According to Finance Minister Bill Morneau, Ottawa is set to run an $18.4-billion deficit next year, even before accounting for various spending initiatives promised by the Liberals during their election campaign. The budget will be released on March 22, and is considered to be a major point of contention in Canada’s political landscape moving forward.
During the election period, The Liberal Party campaigned on a plan which would run a $10 billion deficit per year to fund their new initiatives, which coupled with the current fiscal-shortcoming, would equate to a projected deficit of approximately $30-billion.
“Our starting point is much further back than we thought,” Morneau told the House on Feb. 22.
In a possible act of political transparency, Morneau announced an update to the fiscal budget his department had released in November in order to stress the impact of the ever weakening economy and projections for economic growth.
Much of Morneau’s information has come from Finance Canada, who typically bases their budget on an average forecast from various private sector economists. Despite being consistent with 2015 projections, the lack of economic growth makes the additional spending of the Liberal’s literally unfeasible.
In the speech he delivered in Ottawa’s town hall, Morneau stated that the recent decline in growth forecasting has reinforced the government’s view that it needs to increase spending in infrastructure to give the economy a boost, a temporary shortfall that would ultimately be beneficial in the long term for the Canadian economy.
In addition, he also stated that the top one per cent have benefited much more than the middle class in the past four decades of Canada.
“Income inequality is an even bigger challenge in times of economic stress, especially for blue collar workers who tend to be the first to feel the effects of economic downturns,” stated Morneau at the event.
Mr. Morneau also stated that it will come as a shock to no one who currently resides in Alberta, Saskatchewan or Newfoundland and Labrador, where the economy has slowed considerably during the rapid fall of oil prices.
“There is no question that times are tough right now for many Canadians. A less ambitious government might see these conditions as a reason to hide, to make cuts or to be overly cautious. But our government believes strongly that the economic downturn makes our plan to grow the economy even more relevant than it was a few short months ago” said Morneau.
To-date, the government’s deficit forecast includes a near doubling of the 2016-2017 annual deficits as well as an increase in the annual spending of unforeseen events including errors from $3 billion to $6 billion in the 2016-17 and 2017-18 forecasts.
Ultimately, this means that the projected deficit would be approximately $18.4-billion, up over $6 billion from Novembers forecast.
These latest changes to the budget have also been further exasperated by the Liberals changes to income tax, support for Syrian refugees and the reversal of sick leave charges in various public sector jobs, as well as a $300 million fund to be put aside for Alberta to help “fiscally stabilize” the province.
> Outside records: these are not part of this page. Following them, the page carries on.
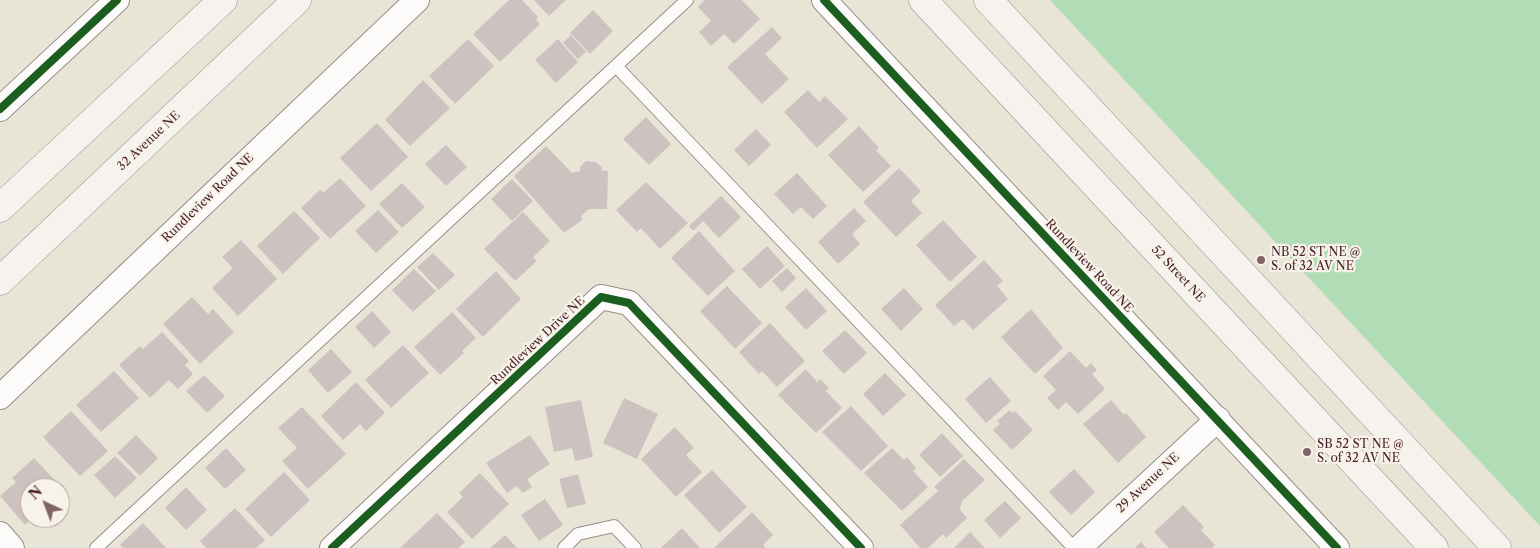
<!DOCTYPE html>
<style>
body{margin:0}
#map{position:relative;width:1540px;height:548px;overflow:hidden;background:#e8e4d6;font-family:"Libre Caslon Text",serif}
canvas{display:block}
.north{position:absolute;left:20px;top:478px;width:50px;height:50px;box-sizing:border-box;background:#f7f3e8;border:1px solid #b29e9c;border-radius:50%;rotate:317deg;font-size:14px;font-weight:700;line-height:20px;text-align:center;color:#4a1f2b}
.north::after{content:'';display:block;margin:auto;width:18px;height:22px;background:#816467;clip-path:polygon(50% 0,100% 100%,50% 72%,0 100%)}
</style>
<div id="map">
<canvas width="1540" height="548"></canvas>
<div class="north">N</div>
</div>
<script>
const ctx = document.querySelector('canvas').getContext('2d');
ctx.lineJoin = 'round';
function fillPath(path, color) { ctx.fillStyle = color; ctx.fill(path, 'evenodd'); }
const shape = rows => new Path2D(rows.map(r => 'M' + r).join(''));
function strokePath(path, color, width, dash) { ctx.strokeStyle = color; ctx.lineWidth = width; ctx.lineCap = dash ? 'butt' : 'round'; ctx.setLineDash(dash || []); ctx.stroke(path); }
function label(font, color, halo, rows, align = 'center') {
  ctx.font = font + ' "Libre Caslon Text",serif'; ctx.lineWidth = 4.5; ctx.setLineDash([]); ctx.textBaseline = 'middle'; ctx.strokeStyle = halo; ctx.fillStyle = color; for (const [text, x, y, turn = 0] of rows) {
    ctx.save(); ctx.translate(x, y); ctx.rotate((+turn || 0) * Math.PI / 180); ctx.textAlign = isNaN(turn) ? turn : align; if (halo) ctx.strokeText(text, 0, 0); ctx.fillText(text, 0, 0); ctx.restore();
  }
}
fillPath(shape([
 [1050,0,1540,0,1540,526]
]), '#b0ddb6');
fillPath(shape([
 [509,0,522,0,538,17,536,20,540,24,500,62,473,34],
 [534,0,566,0,549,16],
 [705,0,742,0,760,19,734,44,724,34,711,46,699,32,711,21,698,7],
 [593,10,613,31,590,54,570,33],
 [772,27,782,38,765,54,789,79,762,104,727,67],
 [571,35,586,52,578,59,563,43],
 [468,39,494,66,455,104,429,76],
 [558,39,578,62,556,83,535,60],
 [423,80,450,108,410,146,385,120],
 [808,90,819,102,825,96,848,119,817,148,784,112],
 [646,117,671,144,649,165,623,139],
 [377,123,408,157,371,191,340,158],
 [859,126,879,148,876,150,891,166,863,192,828,155],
 [756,129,771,145,749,166,734,150],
 [446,145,467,167,446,186,425,164],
 [546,146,572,173,580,171,580,167,586,161,596,162,602,167,601,170,608,171,607,209,589,209,581,216,582,220,564,233,514,176],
 [899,168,921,191,911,201,922,213,896,237,863,202],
 [797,173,827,206,813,219,801,207,793,214,774,194],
 [340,178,366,206,330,239,301,208,320,190,323,193],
 [512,179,533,201,512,221,491,199],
 [646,182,688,223,660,249,641,228,637,232,616,210],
 [402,183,425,207,402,228,379,204],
 [721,196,741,217,719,238,703,221,693,231,689,226],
 [854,208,866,221,852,234,860,244,838,264,818,242],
 [378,210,399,232,376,253,355,231],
 [294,211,320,238,283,274,257,246],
 [523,212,550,241,533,257,537,261,515,281,484,249],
 [943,220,977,257,950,282,916,245],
 [699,231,735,271,708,296,671,258],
 [241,240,277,279,238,316,212,288,233,268,222,257],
 [767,246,785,266,760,289,742,269],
 [433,253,455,275,439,290,417,267],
 [984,260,1003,281,997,286,1008,299,973,330,963,319,954,326,935,305],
 [787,268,796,278,782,292,772,281],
 [414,269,436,291,413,312,392,290],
 [496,271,521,299,483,337,456,309],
 [727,286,762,323,735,349,700,311],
 [806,288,827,311,806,330,785,307],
 [904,288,923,309,901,331,881,309],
 [192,297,208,314,213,309,234,332,200,364,163,324],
 [1031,309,1063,348,1035,374,1001,337],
 [372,311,391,332,374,348,355,327],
 [452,312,476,338,462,351,464,353,440,375,414,347],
 [770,323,805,361,777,387,762,371,759,374,739,352],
 [845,330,867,353,844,374,822,351],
 [162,332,189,361,185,365,193,374,178,389,169,380,150,398,119,365,140,346,143,349],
 [403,345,429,373,391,408,365,380],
 [331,349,352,372,328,393,308,370],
 [1070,351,1086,368,1091,363,1097,370,1092,374,1105,389,1078,414,1066,402,1058,410,1047,398,1056,390,1043,376],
 [806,369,817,382,820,379,829,388,826,391,842,408,816,433,778,395],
 [114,371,139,398,101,432,76,405],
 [885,373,906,395,883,416,863,394],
 [204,375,225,396,207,413,186,391],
 [990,377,1011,401,986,423,965,399],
 [356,382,385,413,366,431,360,424,343,440,321,416],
 [624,398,658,414,637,459,603,443],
 [581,400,593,457,575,461,572,448,554,452,545,407],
 [1111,400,1124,415,1126,413,1146,437,1118,463,1083,424],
 [851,406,888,446,861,471,822,432],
 [302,407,346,454,308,489,282,461,297,448,278,428],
 [1010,410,1012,413,1015,411,1033,430,1012,450,993,430,1000,424,997,421],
 [71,411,108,451,80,476,43,437],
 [675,427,694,448,686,455,702,472,676,497,641,459],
 [942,433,963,456,940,477,919,455],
 [136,435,158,458,140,476,117,453],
 [530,435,550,464,527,479,532,487,523,493,517,486,507,493,486,463],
 [226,448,246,470,225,489,205,468],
 [892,448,904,460,907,457,916,468,913,471,928,487,902,511,864,473],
 [115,456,137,478,115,498,94,475],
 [34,458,63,489,60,492,60,488,30,488,30,518,32,518,25,525,0,496,16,482,12,478],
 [964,459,985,480,962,501,960,510,967,518,946,538,943,534,928,548,920,548,900,525,938,491,934,487],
 [1074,469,1095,492,1071,515,1049,492],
 [712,470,747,507,719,533,684,495],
 [284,472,310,500,271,537,245,509],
 [480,473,509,504,472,539,447,512,463,497,459,493],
 [578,474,586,504,567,508,559,479],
 [186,487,207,510,186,530,165,508],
 [545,499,563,525,539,541,521,515],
 [1005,501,1021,518,1000,538,984,520],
 [1183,505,1204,527,1201,530,1215,545,1212,548,1169,548,1154,532],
 [235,508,265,540,256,548,206,548,200,541],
 [752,512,773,535,763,545,766,548,714,548],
 [437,513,465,542,459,548,400,548],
 [143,523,166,548,123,548,120,545],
 [682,528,700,548,661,548],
 [970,532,985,548,954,548],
 [505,535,517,548,490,548],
 [1141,542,1146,548,1135,548]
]), '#cec2c1');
const lane = shape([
 [616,66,1074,548],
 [96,548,687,0],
 [564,548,578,534,614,526,635,548]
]);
const street = shape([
 [824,0,1337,548],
 [0,109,117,0],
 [0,397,417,0],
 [0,534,12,548],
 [332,548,601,297,629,303,861,548],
 [1079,548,1218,419]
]);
const secondary = shape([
 [923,0,1434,548],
 [988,0,1497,548],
 [0,208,223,0],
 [0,281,297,0]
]);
strokePath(lane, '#988f8a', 14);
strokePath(street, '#988f8a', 26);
strokePath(secondary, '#988f8a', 29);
strokePath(lane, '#fcfbf9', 12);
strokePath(street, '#fcfbf9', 24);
strokePath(secondary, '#f6f2ee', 28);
strokePath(shape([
 [824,0,1337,548],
 [0,109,117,0],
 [332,548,601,297,629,303,861,548]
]), '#1b5e20', 8);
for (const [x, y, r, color] of [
 [1261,260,5,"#816467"],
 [1307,452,5,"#816467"]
]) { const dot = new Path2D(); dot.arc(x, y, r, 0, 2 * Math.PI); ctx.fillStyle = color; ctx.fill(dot); strokePath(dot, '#f7f3e8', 2); }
label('12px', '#4a1f2b', '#f7f3e8', [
 ["32 Avenue NE",149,141,-43],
 ["Rundleview Road NE",208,198,-44],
 ["Rundleview Road NE",1089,266,47],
 ["52 Street NE",1178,274,47],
 ["Rundleview Drive NE",538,341,-43],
 ["29 Avenue NE",1148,483,-43]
]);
label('12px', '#4a1f2b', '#f7f3e8', [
 ["NB 52 ST NE @",1271,253],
 ["S. of 32 AV NE",1271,267],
 ["SB 52 ST NE @",1317,445],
 ["S. of 32 AV NE",1317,459]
], 'left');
</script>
Ultimately, only time will tell if the Liberals continue to add on to their deficit that has come not only from the Liberal’s over-ambitious platform, but also as reported by The Brock Press earlier this year, due to the inherited debt from Harpers tenure as Prime Minister. It’s up to both the Conservatives and the Liberals to come together and move forward in the wake of the ever weakening Canadian and global economy.